_Extracted records_
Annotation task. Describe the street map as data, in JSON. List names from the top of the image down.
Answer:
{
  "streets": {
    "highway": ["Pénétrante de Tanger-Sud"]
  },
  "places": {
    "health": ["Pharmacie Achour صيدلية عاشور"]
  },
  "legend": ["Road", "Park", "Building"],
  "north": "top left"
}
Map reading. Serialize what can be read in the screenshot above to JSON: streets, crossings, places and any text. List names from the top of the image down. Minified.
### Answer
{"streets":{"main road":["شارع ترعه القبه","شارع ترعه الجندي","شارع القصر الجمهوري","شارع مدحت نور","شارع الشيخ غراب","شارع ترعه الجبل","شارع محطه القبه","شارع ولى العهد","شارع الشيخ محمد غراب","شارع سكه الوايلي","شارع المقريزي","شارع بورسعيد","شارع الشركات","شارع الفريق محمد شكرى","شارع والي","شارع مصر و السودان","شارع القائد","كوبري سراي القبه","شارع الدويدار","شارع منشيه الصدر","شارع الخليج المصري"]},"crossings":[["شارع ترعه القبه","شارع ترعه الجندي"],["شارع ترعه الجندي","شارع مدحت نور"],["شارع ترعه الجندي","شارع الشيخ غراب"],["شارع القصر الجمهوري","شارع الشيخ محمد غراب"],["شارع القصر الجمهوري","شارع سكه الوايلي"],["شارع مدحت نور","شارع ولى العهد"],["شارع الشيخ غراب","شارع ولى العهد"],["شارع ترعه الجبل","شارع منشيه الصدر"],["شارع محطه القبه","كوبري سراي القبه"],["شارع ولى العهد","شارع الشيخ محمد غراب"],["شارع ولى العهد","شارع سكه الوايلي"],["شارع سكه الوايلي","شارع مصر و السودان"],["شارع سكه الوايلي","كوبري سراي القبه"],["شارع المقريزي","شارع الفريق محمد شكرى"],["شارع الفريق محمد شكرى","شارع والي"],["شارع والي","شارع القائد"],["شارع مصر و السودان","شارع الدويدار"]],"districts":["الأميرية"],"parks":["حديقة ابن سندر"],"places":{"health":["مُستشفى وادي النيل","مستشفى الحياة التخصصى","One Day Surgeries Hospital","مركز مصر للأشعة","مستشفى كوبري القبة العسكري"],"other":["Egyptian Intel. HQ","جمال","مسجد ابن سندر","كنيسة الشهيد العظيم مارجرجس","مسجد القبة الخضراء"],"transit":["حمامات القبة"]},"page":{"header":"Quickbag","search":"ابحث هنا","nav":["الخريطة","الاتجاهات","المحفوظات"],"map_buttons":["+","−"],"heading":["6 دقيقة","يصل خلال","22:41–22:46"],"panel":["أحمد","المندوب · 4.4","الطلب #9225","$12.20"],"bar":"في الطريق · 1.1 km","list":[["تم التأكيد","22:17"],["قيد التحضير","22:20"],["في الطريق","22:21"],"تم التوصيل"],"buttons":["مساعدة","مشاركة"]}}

_Assigned task_
Would you repeat each of the lines above exactly?

_Solution for this task_
Annotation task. Describe the street map as data, in JSON. List names from the top of the image down.
Answer:
{
  "streets": {
    "highway": ["Pénétrante de Tanger-Sud"]
  },
  "places": {
    "health": ["Pharmacie Achour صيدلية عاشور"]
  },
  "legend": ["Road", "Park", "Building"],
  "north": "top left"
}
Map reading. Serialize what can be read in the screenshot above to JSON: streets, crossings, places and any text. List names from the top of the image down. Minified.
### Answer
{"streets":{"main road":["شارع ترعه القبه","شارع ترعه الجندي","شارع القصر الجمهوري","شارع مدحت نور","شارع الشيخ غراب","شارع ترعه الجبل","شارع محطه القبه","شارع ولى العهد","شارع الشيخ محمد غراب","شارع سكه الوايلي","شارع المقريزي","شارع بورسعيد","شارع الشركات","شارع الفريق محمد شكرى","شارع والي","شارع مصر و السودان","شارع القائد","كوبري سراي القبه","شارع الدويدار","شارع منشيه الصدر","شارع الخليج المصري"]},"crossings":[["شارع ترعه القبه","شارع ترعه الجندي"],["شارع ترعه الجندي","شارع مدحت نور"],["شارع ترعه الجندي","شارع الشيخ غراب"],["شارع القصر الجمهوري","شارع الشيخ محمد غراب"],["شارع القصر الجمهوري","شارع سكه الوايلي"],["شارع مدحت نور","شارع ولى العهد"],["شارع الشيخ غراب","شارع ولى العهد"],["شارع ترعه الجبل","شارع منشيه الصدر"],["شارع محطه القبه","كوبري سراي القبه"],["شارع ولى العهد","شارع الشيخ محمد غراب"],["شارع ولى العهد","شارع سكه الوايلي"],["شارع سكه الوايلي","شارع مصر و السودان"],["شارع سكه الوايلي","كوبري سراي القبه"],["شارع المقريزي","شارع الفريق محمد شكرى"],["شارع الفريق محمد شكرى","شارع والي"],["شارع والي","شارع القائد"],["شارع مصر و السودان","شارع الدويدار"]],"districts":["الأميرية"],"parks":["حديقة ابن سندر"],"places":{"health":["مُستشفى وادي النيل","مستشفى الحياة التخصصى","One Day Surgeries Hospital","مركز مصر للأشعة","مستشفى كوبري القبة العسكري"],"other":["Egyptian Intel. HQ","جمال","مسجد ابن سندر","كنيسة الشهيد العظيم مارجرجس","مسجد القبة الخضراء"],"transit":["حمامات القبة"]},"page":{"header":"Quickbag","search":"ابحث هنا","nav":["الخريطة","الاتجاهات","المحفوظات"],"map_buttons":["+","−"],"heading":["6 دقيقة","يصل خلال","22:41–22:46"],"panel":["أحمد","المندوب · 4.4","الطلب #9225","$12.20"],"bar":"في الطريق · 1.1 km","list":[["تم التأكيد","22:17"],["قيد التحضير","22:20"],["في الطريق","22:21"],"تم التوصيل"],"buttons":["مساعدة","مشاركة"]}}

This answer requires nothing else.